Olaf Doschke : Did I already mention this in another video? Motorola's 68000 CPU had the assembler instruction ABCD - Add Binary Coded Decimal.

Robert Zanatta : Some microprocessors had rudimentary BCD opcodes, such as the Intel X86.

Jan Sten Adámek : Fun fact: all x86 processors have instructions for BCD and they have one-byte opcodes because someone though that they would be used very often.

K van der Veen : I expected at least a mentioning of the double dabble algorithm.

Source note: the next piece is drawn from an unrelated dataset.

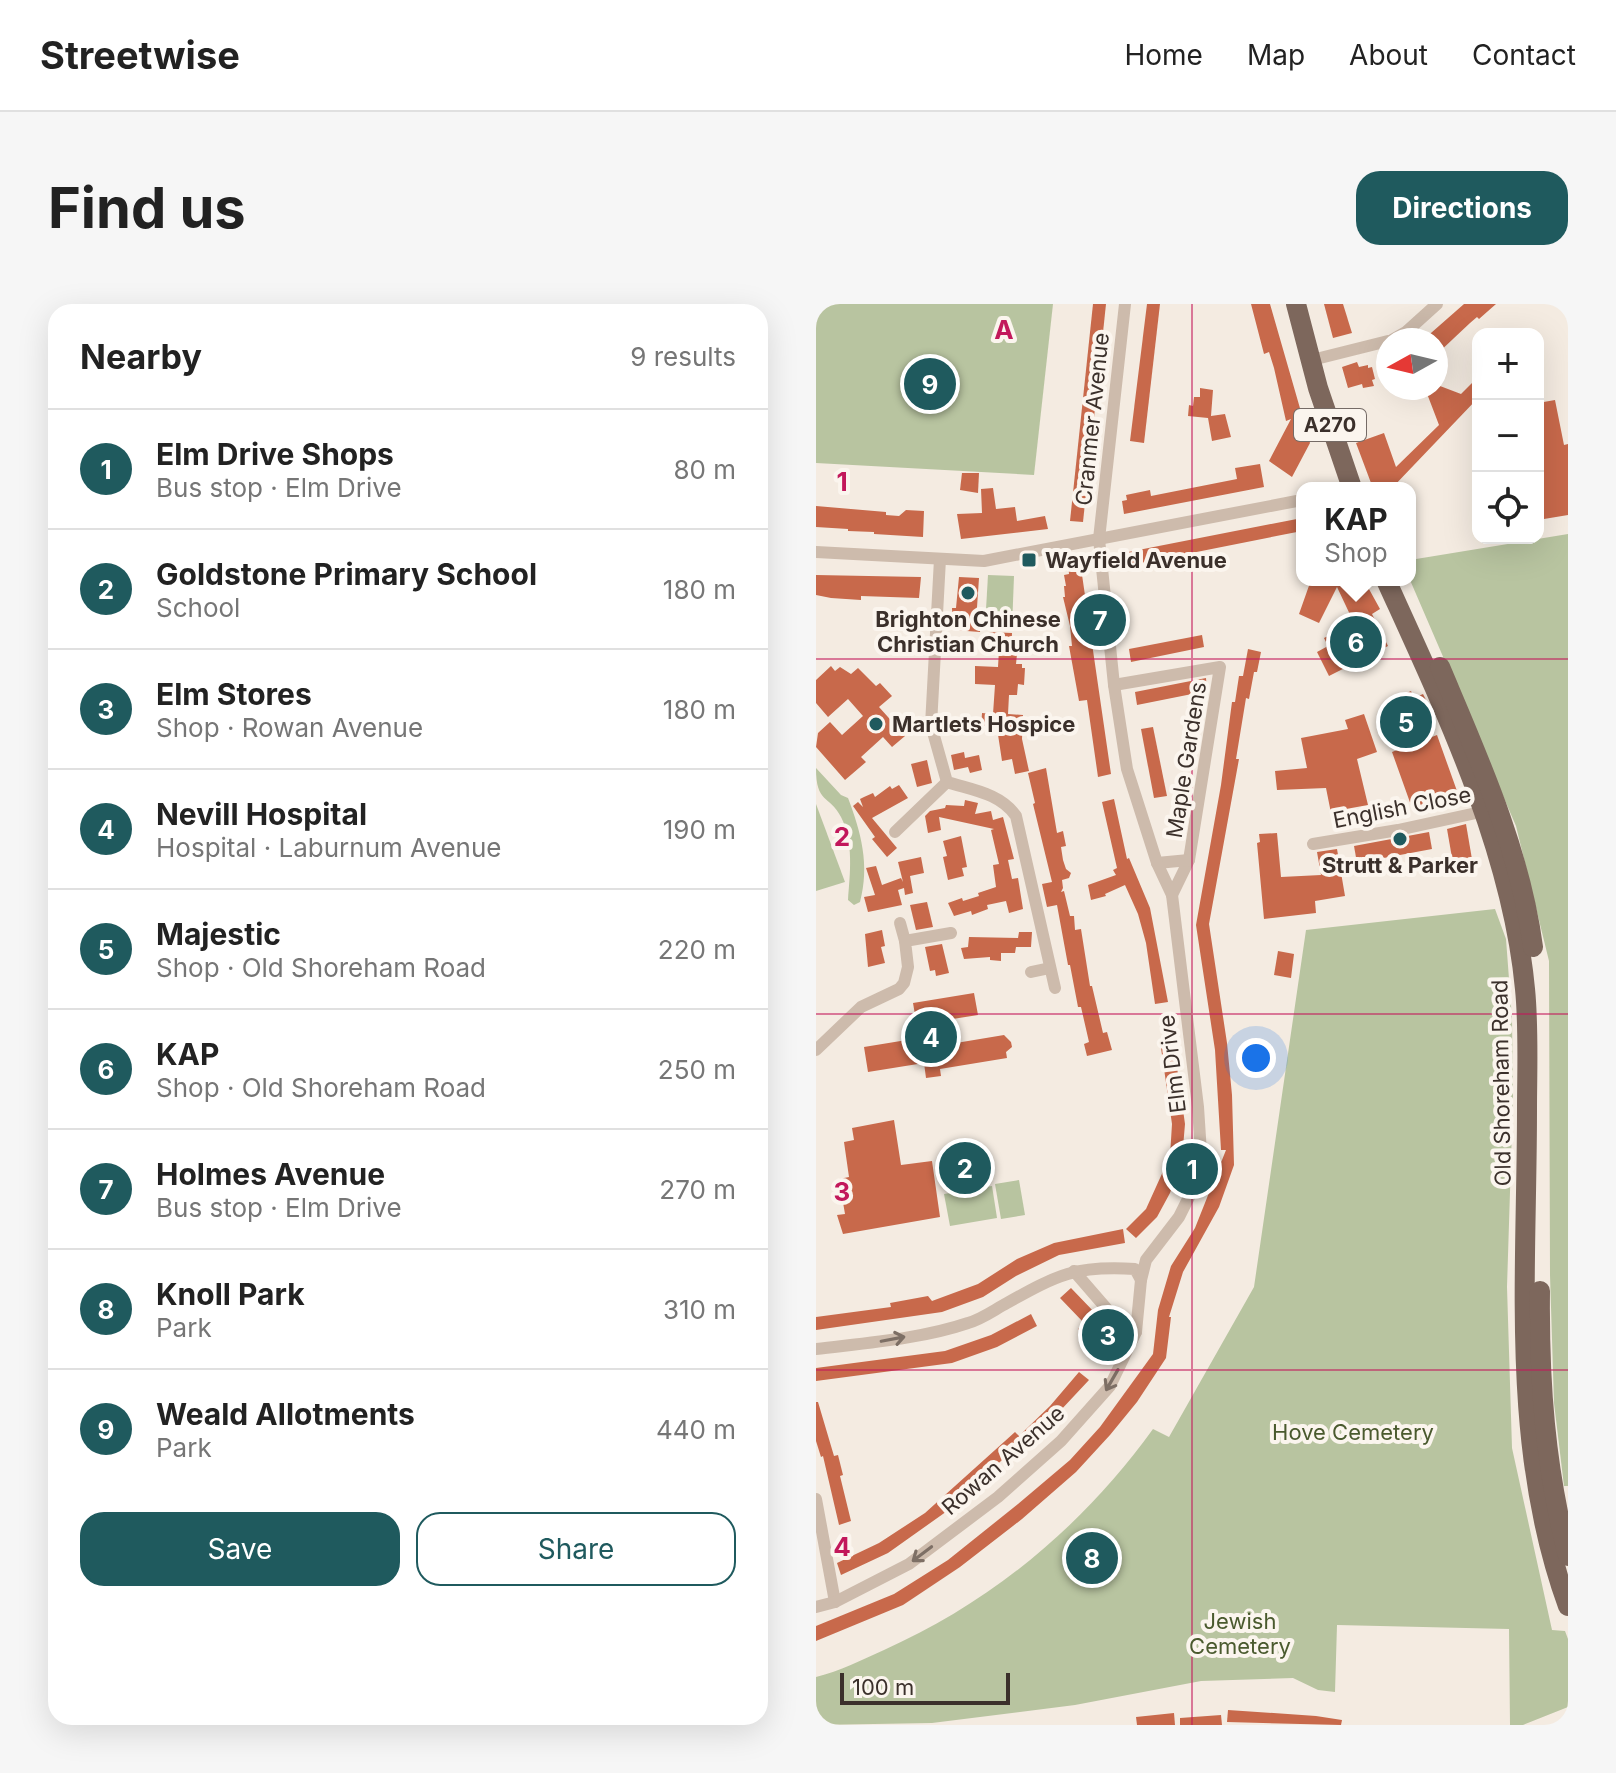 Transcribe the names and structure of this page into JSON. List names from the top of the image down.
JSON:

Antonio Rocha : Thank you sir. I always appreciate your brilliant way to express your vast knowledge.

# : Answer to the Ultimate Question of Life, the Universe, and Everything !

TrivleX : waddup my nibbles

Confused Wolf : whoa!! excellent sunny shirt!!

Kyle W : Earliest comment yet! also that shirt!!

greatgamer34 : I built a BCD in -> Binary Out (16bit) in Minecraft hahaha. Its as small as it can be.

pcuser80 : The Z80 had a special instruction for convert the A register to BCD. DAA (Decimal Adjust accumulator)

information to learn : Interesting!😎 Saving the video in the computer and network file.

Suvi-Tuuli Allan : I am a robot.

Creative & Random : deep thot

Young thug : I can't understand anything but I love his voice

Tyler The God : Ok

Jim Griffiths : *

superscatboy : When I was young and naive, I wanted to work with huge integers in QBasic (to calculate large Lucas numbers) and inadvertently reinvented a highly inefficient BCD system. It was ugly and slow, but it worked goddammit. Still one of my proudest moments in a strange way. I still have a printout of a 20000 digit Lucas number I generated with that nasty bit of work.

Sam Gu3 : also 42 on the ascii table is '*' which is used (among other things) to reference everything therefore, the answer to the universe and everything . . . is everything want a new universe with a new answer? just find the root directory of the universe and execute "cp * version2.universe". alternatively if you don't like the answer, delete it. i'm sure nothing bad will happen when "rm *" is run on the root of the universe

LoneTech : For comparison, there's also FIO-DEC that didn't quite make it this easy (1-9 were precisely those values, but the digit 0 was code 20 octal, or 10000 binary). Decimal types nowadays frequently use word cutoffs rather than digit cutoffs, which can fit e.g. 9 digits in 32 bits or 19 digits in 64 bits.

Frixy G : I'm wondering why his go-to example of where you might find a digital clock is a shopping mall. Is it a UK cultural thing? Are malls there known for having digital clocks on the wall or something? (Not trying to poke fun here; genuinely curious.) In any case, another great video from my favorite Computerphile presenter.